- **TASK STATEMENT**
Output only the lines below that start at the line containing "274px,1369px 431px,1334px 444px,1278px" and end at the line containing "317px,315px 341px,287px 351px,278px", with both ends kept.

━━━

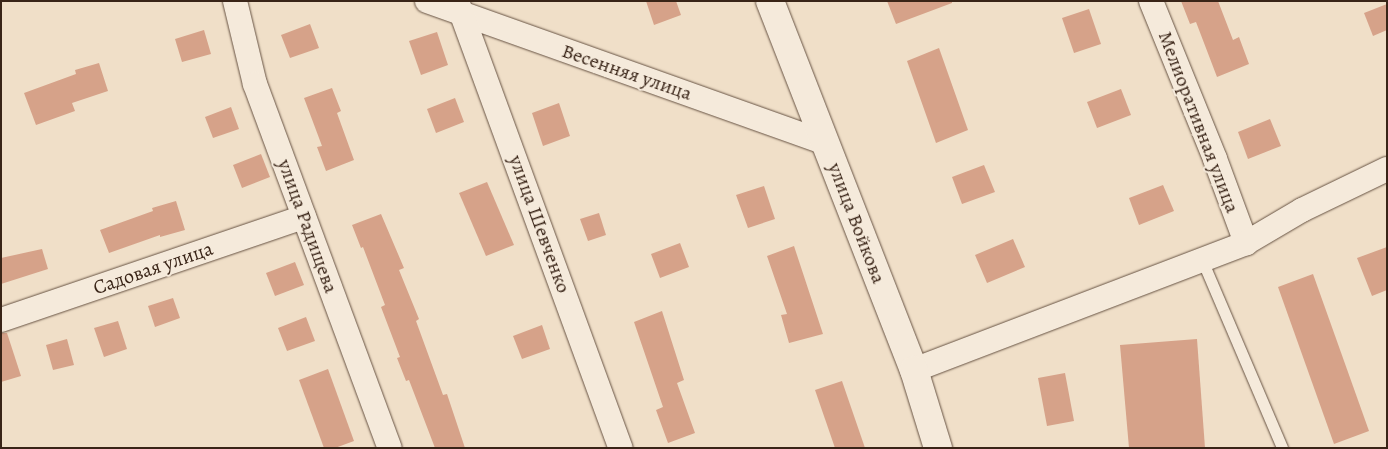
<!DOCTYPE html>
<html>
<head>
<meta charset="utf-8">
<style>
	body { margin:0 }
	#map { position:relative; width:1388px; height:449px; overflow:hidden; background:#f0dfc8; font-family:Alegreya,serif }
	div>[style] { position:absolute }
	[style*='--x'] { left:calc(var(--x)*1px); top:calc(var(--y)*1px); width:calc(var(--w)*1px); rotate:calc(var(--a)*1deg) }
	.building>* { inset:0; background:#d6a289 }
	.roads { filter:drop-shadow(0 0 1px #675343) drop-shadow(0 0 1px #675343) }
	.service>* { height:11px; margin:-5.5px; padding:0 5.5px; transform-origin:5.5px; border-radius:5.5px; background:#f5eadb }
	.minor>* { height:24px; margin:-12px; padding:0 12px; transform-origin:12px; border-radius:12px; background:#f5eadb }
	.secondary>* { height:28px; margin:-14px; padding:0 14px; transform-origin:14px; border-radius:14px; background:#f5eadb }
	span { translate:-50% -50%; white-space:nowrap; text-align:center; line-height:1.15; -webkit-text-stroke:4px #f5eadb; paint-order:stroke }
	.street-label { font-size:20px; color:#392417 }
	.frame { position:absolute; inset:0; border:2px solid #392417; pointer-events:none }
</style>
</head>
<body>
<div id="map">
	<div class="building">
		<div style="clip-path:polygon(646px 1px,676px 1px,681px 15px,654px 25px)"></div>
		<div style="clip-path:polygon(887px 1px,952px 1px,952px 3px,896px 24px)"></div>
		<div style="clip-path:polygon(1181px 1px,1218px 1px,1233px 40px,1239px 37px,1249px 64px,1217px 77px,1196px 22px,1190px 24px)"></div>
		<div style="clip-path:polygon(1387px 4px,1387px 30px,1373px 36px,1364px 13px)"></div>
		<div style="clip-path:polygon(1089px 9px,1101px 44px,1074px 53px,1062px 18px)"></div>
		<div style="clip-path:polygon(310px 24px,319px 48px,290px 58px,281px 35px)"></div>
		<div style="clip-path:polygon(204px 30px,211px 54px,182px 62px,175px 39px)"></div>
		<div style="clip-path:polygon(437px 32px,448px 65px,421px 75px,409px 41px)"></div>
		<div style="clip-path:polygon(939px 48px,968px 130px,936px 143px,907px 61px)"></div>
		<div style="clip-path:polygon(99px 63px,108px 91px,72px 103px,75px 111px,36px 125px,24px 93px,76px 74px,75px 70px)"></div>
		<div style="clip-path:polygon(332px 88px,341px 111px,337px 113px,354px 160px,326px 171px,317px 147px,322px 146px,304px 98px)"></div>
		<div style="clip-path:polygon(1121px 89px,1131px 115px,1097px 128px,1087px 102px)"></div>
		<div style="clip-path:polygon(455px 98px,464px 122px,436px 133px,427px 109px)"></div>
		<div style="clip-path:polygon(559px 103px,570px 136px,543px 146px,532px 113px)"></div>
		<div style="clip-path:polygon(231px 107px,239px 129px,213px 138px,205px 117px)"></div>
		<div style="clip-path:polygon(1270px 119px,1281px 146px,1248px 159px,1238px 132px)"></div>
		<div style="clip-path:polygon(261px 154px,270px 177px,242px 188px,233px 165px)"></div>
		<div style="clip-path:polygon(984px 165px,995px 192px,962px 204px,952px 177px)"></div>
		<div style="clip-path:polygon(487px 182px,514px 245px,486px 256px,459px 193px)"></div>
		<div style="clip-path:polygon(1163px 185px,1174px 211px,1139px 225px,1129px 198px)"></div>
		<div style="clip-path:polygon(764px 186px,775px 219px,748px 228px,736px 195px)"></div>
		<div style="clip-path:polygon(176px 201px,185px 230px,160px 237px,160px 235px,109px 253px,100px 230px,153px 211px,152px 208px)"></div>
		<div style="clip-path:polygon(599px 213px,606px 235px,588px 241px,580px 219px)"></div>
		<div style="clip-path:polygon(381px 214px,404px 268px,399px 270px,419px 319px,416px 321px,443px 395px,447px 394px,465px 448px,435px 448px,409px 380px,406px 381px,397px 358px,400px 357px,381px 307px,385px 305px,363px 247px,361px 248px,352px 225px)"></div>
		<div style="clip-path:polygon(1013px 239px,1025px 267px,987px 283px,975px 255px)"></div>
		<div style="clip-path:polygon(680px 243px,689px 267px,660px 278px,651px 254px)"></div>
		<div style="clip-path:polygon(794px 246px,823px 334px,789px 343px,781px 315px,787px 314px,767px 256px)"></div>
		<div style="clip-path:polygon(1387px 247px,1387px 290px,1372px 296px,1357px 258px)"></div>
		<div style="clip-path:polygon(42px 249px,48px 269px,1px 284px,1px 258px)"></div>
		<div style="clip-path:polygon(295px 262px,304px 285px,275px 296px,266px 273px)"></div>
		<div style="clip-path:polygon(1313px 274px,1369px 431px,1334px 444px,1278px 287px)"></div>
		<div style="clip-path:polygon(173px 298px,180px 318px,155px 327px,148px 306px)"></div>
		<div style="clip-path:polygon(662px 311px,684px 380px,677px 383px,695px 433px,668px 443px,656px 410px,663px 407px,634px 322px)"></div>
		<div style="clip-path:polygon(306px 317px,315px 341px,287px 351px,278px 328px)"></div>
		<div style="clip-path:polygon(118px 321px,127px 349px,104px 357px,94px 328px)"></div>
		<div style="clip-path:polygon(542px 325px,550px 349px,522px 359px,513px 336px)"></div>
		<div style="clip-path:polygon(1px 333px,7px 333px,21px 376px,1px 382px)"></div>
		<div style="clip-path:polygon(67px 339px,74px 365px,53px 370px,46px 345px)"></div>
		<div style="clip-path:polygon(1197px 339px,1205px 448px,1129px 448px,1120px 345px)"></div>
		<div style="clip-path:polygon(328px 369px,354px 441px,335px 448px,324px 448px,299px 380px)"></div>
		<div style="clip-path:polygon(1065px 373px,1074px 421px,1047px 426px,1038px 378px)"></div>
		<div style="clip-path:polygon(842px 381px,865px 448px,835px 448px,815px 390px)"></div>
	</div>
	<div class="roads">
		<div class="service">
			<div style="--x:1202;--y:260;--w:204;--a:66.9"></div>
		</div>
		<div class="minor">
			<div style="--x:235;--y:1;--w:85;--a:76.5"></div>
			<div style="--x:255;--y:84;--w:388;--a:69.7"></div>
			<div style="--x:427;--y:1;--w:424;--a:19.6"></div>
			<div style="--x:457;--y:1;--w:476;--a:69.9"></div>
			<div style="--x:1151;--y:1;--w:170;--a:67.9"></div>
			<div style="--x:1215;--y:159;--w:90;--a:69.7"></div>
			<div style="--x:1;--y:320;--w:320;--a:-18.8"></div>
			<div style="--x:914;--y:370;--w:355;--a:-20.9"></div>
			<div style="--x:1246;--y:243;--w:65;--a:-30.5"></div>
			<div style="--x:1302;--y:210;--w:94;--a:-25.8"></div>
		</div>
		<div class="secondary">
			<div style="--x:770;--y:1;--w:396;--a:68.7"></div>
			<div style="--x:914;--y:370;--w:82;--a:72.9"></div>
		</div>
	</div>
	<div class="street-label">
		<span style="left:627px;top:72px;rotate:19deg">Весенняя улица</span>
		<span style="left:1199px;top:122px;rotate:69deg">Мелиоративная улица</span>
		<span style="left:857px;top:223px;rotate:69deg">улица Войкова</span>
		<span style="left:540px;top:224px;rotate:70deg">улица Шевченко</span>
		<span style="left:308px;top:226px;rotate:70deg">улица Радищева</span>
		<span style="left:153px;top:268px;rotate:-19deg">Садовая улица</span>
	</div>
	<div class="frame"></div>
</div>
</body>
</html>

━━━

- **TASK SOLUTION**
		<div style="clip-path:polygon(1313px 274px,1369px 431px,1334px 444px,1278px 287px)"></div>
		<div style="clip-path:polygon(173px 298px,180px 318px,155px 327px,148px 306px)"></div>
		<div style="clip-path:polygon(662px 311px,684px 380px,677px 383px,695px 433px,668px 443px,656px 410px,663px 407px,634px 322px)"></div>
		<div style="clip-path:polygon(306px 317px,315px 341px,287px 351px,278px 328px)"></div>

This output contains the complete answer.